ISBN978-4-7924-1539-6 C3039 (2025.4) A5判 上製本 352頁 本体7,000円

  
民話の百年を総括する好著
東京学芸大学名誉教授 柳田國男・松岡家記念館顧問 石井正己  
  

 図書館の児童書の一角には民話のコーナーがあって、日本や世界の絵本が並ぶ。親子がおめあての絵本を探したり、絵本の読み聞かせをしたりする様子を見かける。人気の一冊に、岩崎京子の『かさこじぞう』がある。小学校の教科書に長く載り、国民的教養になっている。これは「むかしむかし絵本」のシリーズに入るが、木下順二が「民話の魅力を解きあかす絵本」という推薦文を寄せる。昔話と民話が混在しているが、どう違うのだろうか。本書は、そうした素朴な問いかけに正面から向き合った労作である。

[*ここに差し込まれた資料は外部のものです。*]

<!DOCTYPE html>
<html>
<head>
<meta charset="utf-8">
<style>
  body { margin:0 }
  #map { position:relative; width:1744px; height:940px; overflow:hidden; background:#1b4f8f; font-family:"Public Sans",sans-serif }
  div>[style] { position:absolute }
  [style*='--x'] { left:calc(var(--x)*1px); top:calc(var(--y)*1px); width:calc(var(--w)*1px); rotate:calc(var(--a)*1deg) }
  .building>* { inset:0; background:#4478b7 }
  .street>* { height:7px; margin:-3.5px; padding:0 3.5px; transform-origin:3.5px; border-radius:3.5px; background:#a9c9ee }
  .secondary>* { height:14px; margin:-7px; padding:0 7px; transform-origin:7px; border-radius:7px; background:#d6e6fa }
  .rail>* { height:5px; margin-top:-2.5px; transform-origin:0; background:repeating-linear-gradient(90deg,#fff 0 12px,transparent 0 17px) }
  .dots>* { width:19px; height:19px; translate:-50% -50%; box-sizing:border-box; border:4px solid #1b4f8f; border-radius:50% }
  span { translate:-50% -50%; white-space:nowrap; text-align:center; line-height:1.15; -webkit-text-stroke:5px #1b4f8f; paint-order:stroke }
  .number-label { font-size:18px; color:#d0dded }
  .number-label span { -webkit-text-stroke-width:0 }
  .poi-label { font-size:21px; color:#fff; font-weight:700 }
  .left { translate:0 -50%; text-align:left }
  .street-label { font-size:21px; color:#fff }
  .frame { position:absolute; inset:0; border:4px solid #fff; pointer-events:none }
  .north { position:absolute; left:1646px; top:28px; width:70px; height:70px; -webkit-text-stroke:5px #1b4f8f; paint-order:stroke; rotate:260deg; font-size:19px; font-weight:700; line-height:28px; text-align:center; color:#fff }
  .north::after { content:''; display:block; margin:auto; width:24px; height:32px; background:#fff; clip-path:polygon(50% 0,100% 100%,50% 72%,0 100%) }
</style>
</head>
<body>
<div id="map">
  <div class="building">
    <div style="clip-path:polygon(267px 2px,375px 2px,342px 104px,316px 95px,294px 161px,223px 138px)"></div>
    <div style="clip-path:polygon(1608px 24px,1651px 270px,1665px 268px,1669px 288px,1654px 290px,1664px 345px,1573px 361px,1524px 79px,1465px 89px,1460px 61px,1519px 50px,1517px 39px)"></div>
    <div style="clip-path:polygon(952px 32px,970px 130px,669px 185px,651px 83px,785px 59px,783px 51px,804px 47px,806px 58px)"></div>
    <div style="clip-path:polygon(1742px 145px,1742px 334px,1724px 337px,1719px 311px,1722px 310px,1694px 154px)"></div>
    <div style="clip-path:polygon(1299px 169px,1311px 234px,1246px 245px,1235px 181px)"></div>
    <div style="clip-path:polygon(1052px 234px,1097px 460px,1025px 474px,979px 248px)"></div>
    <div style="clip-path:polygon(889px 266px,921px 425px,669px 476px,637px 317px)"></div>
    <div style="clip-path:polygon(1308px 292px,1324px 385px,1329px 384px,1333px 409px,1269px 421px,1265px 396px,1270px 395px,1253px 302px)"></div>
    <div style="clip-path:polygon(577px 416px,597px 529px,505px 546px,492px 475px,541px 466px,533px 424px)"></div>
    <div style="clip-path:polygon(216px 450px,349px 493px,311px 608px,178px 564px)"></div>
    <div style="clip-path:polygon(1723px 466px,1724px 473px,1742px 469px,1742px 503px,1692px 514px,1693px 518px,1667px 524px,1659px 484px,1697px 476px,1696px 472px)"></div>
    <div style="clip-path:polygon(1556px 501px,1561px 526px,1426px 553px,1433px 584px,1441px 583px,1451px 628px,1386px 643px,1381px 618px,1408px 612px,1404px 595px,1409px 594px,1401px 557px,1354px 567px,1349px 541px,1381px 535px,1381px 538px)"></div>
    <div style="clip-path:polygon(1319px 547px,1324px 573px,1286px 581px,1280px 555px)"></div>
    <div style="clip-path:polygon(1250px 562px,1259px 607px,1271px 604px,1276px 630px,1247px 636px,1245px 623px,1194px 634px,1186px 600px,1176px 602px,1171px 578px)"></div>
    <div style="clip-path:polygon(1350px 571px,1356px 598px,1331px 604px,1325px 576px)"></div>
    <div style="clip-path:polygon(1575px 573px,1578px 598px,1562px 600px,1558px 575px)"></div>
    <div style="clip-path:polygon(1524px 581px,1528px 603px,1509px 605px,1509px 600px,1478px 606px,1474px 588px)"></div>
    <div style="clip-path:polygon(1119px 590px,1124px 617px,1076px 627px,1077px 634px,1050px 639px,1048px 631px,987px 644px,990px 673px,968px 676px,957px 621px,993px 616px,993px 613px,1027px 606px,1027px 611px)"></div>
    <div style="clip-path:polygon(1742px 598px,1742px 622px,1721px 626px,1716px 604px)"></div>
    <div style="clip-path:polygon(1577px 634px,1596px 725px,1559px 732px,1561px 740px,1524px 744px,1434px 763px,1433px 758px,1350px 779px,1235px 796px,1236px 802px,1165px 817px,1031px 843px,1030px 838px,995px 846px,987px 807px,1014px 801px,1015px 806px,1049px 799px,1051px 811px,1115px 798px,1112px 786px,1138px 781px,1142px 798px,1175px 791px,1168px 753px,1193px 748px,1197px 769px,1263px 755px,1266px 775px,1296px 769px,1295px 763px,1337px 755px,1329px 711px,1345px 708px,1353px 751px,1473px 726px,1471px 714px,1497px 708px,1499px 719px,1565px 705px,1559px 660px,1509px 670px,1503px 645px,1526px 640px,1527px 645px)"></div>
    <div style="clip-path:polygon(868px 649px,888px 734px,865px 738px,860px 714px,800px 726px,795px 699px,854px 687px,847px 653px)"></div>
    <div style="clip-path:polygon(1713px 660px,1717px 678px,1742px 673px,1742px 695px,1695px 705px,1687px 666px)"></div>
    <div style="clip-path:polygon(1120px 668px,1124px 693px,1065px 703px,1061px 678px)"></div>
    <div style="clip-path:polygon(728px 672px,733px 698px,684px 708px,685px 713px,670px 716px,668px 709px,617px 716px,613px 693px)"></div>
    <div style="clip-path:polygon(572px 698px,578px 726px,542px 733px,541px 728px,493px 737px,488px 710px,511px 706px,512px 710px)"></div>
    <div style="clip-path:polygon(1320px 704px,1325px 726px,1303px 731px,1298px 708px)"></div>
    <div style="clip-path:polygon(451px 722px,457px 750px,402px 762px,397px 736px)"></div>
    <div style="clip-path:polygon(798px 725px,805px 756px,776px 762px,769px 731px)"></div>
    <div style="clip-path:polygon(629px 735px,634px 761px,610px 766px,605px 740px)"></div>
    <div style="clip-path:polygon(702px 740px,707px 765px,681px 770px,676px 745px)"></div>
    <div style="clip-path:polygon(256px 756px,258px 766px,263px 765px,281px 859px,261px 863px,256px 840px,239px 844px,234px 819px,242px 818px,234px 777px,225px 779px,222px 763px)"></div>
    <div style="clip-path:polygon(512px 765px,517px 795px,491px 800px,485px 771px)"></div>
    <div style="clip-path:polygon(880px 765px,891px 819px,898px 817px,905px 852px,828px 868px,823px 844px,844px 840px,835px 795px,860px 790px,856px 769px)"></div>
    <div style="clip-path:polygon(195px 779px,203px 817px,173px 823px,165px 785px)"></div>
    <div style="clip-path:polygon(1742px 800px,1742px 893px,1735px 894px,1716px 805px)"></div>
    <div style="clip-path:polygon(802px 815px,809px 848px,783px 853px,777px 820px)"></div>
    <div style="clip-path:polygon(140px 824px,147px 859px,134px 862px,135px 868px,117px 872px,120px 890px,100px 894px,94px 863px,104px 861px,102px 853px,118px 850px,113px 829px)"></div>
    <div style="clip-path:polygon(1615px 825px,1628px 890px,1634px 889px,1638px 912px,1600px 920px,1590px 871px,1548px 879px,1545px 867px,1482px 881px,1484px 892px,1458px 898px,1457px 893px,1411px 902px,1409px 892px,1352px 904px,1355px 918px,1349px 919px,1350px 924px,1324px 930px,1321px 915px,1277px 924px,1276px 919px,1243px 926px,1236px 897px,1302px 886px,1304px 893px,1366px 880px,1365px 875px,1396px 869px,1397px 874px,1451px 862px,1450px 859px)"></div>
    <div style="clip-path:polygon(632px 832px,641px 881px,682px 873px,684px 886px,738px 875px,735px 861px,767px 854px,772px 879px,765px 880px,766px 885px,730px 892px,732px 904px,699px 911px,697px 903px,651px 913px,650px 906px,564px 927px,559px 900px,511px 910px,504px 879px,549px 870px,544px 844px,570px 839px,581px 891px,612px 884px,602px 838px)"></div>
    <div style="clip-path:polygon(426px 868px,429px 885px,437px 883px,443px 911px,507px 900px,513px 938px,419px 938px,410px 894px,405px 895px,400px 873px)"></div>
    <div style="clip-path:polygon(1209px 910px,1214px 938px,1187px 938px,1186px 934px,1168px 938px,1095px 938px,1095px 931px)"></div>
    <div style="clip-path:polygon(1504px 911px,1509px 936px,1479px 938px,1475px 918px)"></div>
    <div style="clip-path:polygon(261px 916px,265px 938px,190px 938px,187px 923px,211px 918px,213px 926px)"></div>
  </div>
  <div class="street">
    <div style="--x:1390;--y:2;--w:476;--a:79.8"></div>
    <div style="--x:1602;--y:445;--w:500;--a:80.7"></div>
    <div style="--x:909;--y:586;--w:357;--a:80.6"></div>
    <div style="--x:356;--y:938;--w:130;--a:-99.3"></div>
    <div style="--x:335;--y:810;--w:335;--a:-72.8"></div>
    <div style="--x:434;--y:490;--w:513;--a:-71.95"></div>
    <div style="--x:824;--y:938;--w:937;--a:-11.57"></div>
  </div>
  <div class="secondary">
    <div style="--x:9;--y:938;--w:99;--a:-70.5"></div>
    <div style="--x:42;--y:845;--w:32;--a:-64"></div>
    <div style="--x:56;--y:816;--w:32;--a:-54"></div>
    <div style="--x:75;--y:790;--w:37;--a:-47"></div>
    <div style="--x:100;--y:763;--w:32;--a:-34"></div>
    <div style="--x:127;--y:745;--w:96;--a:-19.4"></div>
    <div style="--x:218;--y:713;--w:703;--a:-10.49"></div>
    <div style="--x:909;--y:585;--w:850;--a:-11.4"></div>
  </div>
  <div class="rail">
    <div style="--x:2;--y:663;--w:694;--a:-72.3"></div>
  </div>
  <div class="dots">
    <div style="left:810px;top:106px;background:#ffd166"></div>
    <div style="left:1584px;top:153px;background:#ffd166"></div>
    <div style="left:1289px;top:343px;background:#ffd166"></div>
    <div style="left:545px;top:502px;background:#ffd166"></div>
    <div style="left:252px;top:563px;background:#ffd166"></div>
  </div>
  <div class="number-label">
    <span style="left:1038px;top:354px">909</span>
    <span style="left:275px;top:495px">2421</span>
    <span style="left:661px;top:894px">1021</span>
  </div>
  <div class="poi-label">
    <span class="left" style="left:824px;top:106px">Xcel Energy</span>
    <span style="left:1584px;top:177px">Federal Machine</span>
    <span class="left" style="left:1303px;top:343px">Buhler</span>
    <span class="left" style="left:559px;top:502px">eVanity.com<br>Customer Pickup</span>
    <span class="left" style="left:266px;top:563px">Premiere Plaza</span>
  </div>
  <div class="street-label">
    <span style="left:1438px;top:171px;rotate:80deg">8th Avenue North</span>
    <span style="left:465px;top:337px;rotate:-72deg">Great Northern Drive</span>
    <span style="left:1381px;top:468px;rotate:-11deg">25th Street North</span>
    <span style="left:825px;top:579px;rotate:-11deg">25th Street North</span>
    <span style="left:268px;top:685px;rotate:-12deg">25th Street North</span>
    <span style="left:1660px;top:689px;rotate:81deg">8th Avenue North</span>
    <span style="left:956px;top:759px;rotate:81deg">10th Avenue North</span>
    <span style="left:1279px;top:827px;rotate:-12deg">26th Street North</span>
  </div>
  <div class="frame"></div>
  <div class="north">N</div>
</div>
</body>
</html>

 神話や伝説という言葉が世の中に浮かび上がってくるのは、台湾や朝鮮・満洲に植民地を拡大する時代だった。船や鉄道というインフラが整備されると、人々は瀬戸内海で鬼ヶ島伝説を聞き、大陸に渡って日露戦争や満洲事変の戦蹟を巡った。内地・外地に新たな名所が次々に生まれ、蒐印帖にスタンプを押しながら聖地巡礼をしたのである。柳田国男が民俗学を確立し、その中に口承文芸を位置づけたのは、そんな雰囲気から距離を取ることだった。

 それは、民話という言葉が次第に頭をもたげてくる時代でもあった。早い例はロシアのトルストイの翻訳に見られ、農民文学運動に受け継がれ、戦後は木下順二の『夕鶴』に始まる民話運動に展開した。だが、柳田国男は、書き手が思想を盛り込む民話の台頭をひどく嫌った。そのため、昔話の国際比較を進めた関敬吾は、民俗学との折り合いをつけようと奮闘した。一方、説話文学に関心を寄せる益田勝実は、話型をあてはめる研究を批判した。木下の意志を受け継いだ松谷みよ子は、文明化の中で生まれた現代の民話を集めた。

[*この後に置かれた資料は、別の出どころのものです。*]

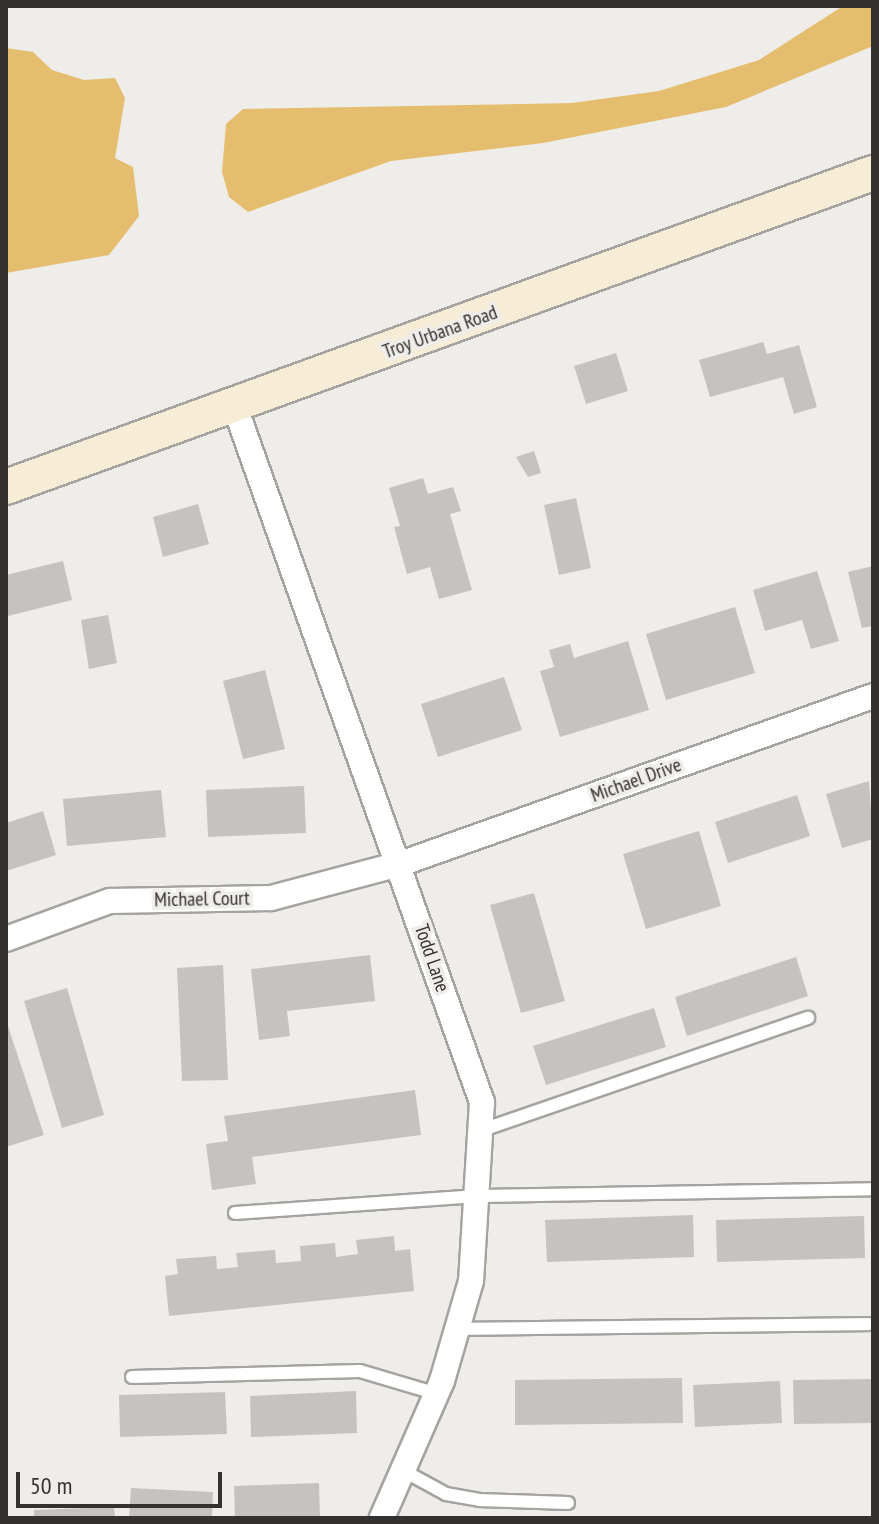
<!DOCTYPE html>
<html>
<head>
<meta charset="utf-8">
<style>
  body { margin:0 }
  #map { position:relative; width:879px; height:1524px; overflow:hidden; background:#efede9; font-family:"PT Sans Narrow",sans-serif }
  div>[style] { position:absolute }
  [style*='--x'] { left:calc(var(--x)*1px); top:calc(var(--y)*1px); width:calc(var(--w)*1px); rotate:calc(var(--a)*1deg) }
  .water>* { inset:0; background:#e4be6e }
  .building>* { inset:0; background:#c5c3bf }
  .roads { filter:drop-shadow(2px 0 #a5a39f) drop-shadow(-2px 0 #a5a39f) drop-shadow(0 2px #a5a39f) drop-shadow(0 -2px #a5a39f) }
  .lane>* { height:12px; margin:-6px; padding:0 6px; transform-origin:6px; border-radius:6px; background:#fff }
  .street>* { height:24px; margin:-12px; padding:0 12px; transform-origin:12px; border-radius:12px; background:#fff }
  .secondary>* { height:34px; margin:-17px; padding:0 17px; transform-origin:17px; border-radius:17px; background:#f7ecd6 }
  span { translate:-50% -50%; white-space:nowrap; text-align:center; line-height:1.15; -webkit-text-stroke:7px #efede9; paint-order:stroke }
  .street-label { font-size:20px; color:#333230 }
  .frame { position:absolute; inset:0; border:8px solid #333230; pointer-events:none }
  .scale { position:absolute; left:16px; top:1472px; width:206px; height:36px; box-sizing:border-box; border:4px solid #333230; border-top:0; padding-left:10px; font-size:24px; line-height:28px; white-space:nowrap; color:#333230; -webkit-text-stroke:6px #efede9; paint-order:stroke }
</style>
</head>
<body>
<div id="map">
  <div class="water">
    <div style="clip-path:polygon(843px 6px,873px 6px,873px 46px,726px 107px,543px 143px,391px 161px,248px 212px,229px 197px,222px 172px,226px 124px,243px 109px,572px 103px,659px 91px,759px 60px)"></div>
    <div style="clip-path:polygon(6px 48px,33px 52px,52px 70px,84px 80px,115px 78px,125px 98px,115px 158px,133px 167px,139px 216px,109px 255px,6px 273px)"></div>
  </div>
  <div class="building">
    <div style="clip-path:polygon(763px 342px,767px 354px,799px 345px,817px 407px,794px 414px,783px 377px,710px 397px,699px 360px)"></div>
    <div style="clip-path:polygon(616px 353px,628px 391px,586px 404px,574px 366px)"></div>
    <div style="clip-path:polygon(534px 451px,541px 473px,528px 477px,516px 457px)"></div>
    <div style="clip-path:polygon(423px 478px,428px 494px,453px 487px,461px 511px,450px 514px,472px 590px,439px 599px,430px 567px,407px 574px,394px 527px,400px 526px,389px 488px)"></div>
    <div style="clip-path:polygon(576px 498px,591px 568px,559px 575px,544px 505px)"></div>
    <div style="clip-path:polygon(198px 504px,209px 544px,163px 557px,153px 517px)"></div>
    <div style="clip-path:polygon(63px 561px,72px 600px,8px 616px,6px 575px)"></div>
    <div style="clip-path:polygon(873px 566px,873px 626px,862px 628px,848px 572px)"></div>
    <div style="clip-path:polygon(817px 571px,839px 641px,811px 649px,802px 620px,765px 631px,753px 590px)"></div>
    <div style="clip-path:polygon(735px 607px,755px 673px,666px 700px,646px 634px)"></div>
    <div style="clip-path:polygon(108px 615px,117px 663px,89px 669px,81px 620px)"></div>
    <div style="clip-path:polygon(628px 641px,649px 710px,560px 737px,540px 671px,554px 667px,549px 650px,570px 644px,574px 658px)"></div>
    <div style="clip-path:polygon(265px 670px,285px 749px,243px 759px,223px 681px)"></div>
    <div style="clip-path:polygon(504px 677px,522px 730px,438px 757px,421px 704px)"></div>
    <div style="clip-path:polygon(869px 781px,873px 839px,842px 848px,826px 794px)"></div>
    <div style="clip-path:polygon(304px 786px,306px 833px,208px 837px,206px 790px)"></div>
    <div style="clip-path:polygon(161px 790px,166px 837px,67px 846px,63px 799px)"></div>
    <div style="clip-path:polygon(797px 795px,810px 836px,728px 863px,715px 822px)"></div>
    <div style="clip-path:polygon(43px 811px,56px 855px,6px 871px,6px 823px)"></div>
    <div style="clip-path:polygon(699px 831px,721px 906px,646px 929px,623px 854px)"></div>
    <div style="clip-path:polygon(534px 893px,565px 1001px,521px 1013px,490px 905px)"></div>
    <div style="clip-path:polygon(370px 955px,375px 1001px,287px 1011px,290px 1036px,259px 1040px,251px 969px)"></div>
    <div style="clip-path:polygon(796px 957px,808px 996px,687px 1036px,675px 997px)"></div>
    <div style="clip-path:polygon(223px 965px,228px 1080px,182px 1081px,177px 968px)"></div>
    <div style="clip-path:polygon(67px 988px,104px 1115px,62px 1128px,24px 1001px)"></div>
    <div style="clip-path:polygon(654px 1008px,666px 1047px,546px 1085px,533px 1046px)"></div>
    <div style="clip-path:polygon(6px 1020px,44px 1135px,6px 1147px)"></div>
    <div style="clip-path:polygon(415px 1090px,421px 1135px,252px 1157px,256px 1184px,212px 1190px,206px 1144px,228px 1141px,224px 1116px)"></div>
    <div style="clip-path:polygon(693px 1215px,694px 1257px,547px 1262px,545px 1220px)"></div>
    <div style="clip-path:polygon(864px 1216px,865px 1258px,717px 1262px,716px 1220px)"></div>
    <div style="clip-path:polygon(394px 1236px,395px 1251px,410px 1249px,414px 1291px,169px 1316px,165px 1276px,178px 1274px,176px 1259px,216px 1256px,217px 1269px,238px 1267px,236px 1253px,275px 1250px,276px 1263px,301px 1261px,300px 1246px,335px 1243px,336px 1257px,358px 1254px,356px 1240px)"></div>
    <div style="clip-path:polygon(682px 1378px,683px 1423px,515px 1425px,515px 1380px)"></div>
    <div style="clip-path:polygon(873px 1379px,873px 1423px,794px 1424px,793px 1380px)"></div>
    <div style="clip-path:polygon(780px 1381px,782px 1423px,695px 1427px,693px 1385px)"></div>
    <div style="clip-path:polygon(356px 1391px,357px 1433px,251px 1437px,250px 1396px)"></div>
    <div style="clip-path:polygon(225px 1392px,227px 1434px,120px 1437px,119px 1395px)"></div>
    <div style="clip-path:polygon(319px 1483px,320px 1518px,235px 1518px,234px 1486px)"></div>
    <div style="clip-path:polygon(131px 1488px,213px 1492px,212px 1518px,129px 1518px)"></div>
    <div style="clip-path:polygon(114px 1507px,115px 1518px,34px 1518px,34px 1510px)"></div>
  </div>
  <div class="roads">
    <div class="lane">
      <div style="--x:482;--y:1130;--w:345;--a:-19"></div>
      <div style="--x:235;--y:1213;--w:247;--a:-4"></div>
      <div style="--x:481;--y:1196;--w:392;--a:-1"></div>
      <div style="--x:458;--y:1329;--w:411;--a:-0.7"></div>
      <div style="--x:132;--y:1377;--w:228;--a:-1.5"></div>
      <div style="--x:360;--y:1371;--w:80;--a:16.6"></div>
      <div style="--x:404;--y:1471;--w:48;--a:28.7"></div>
      <div style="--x:446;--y:1494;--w:34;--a:10"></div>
      <div style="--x:479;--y:1500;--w:89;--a:1.9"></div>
    </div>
    <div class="street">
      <div style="--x:235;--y:407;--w:738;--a:70.44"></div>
      <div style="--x:482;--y:1102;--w:179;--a:93.5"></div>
      <div style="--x:471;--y:1281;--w:104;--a:106.2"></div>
      <div style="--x:442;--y:1381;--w:150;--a:113.7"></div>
      <div style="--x:6;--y:939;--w:111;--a:-20.1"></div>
      <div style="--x:110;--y:901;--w:161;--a:-1.1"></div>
      <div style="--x:271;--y:898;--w:133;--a:-14.8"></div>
      <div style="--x:400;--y:864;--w:502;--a:-19.55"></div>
    </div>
    <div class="secondary">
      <div style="--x:6;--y:487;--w:922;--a:-19.91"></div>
    </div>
  </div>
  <div class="street-label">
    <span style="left:440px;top:332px;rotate:-20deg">Troy Urbana Road</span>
    <span style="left:636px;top:780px;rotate:-20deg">Michael Drive</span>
    <span style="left:202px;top:899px;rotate:-1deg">Michael Court</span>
    <span style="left:432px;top:958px;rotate:71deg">Todd Lane</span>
  </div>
  <div class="frame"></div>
  <div class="scale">50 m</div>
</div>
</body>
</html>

 そうした動きは、農山漁村を歩いても、なかなか昔話を聞くことができなくなった民俗学者の動きを刺激した。宮本常一の『忘れられた日本人』がまず雑誌『民話』に連載されたのは、それを象徴する。昔話研究に飽き足らない民俗学者の中には、柳田が提唱した世間話研究に向かい、民話研究と連動してゆく場合もあった。それが「目前の出来事」「現在の事実」を書いた『遠野物語』の再評価の時期と重なったのは、偶然ではない。ディスカバージャパンと呼ばれた観光振興にあおられて、民話は一大ブームになった。

 著者が描いた見取り図は、だいたいこんなことになろうか。今、民話は昔話・伝説・世間話の総称のように言われるが、こうして百年を見渡すと、反戦と観光のはざまを揺らいでいて、口承文芸の一ジャンルと見ることは難しい。本書は、そうしたことを論証をするために、豊富な図版や丁寧な地図を載せるだけでなく、雑誌や新聞の初出に戻って文章を読み解いた。そうした細部のニュアンスは、やはり本書を読んで理解していただくしかない。多くの方に本書をお薦めするゆえんである。
 (国文学者・民俗学者)
※所属・肩書き等は、本書刊行時のものです。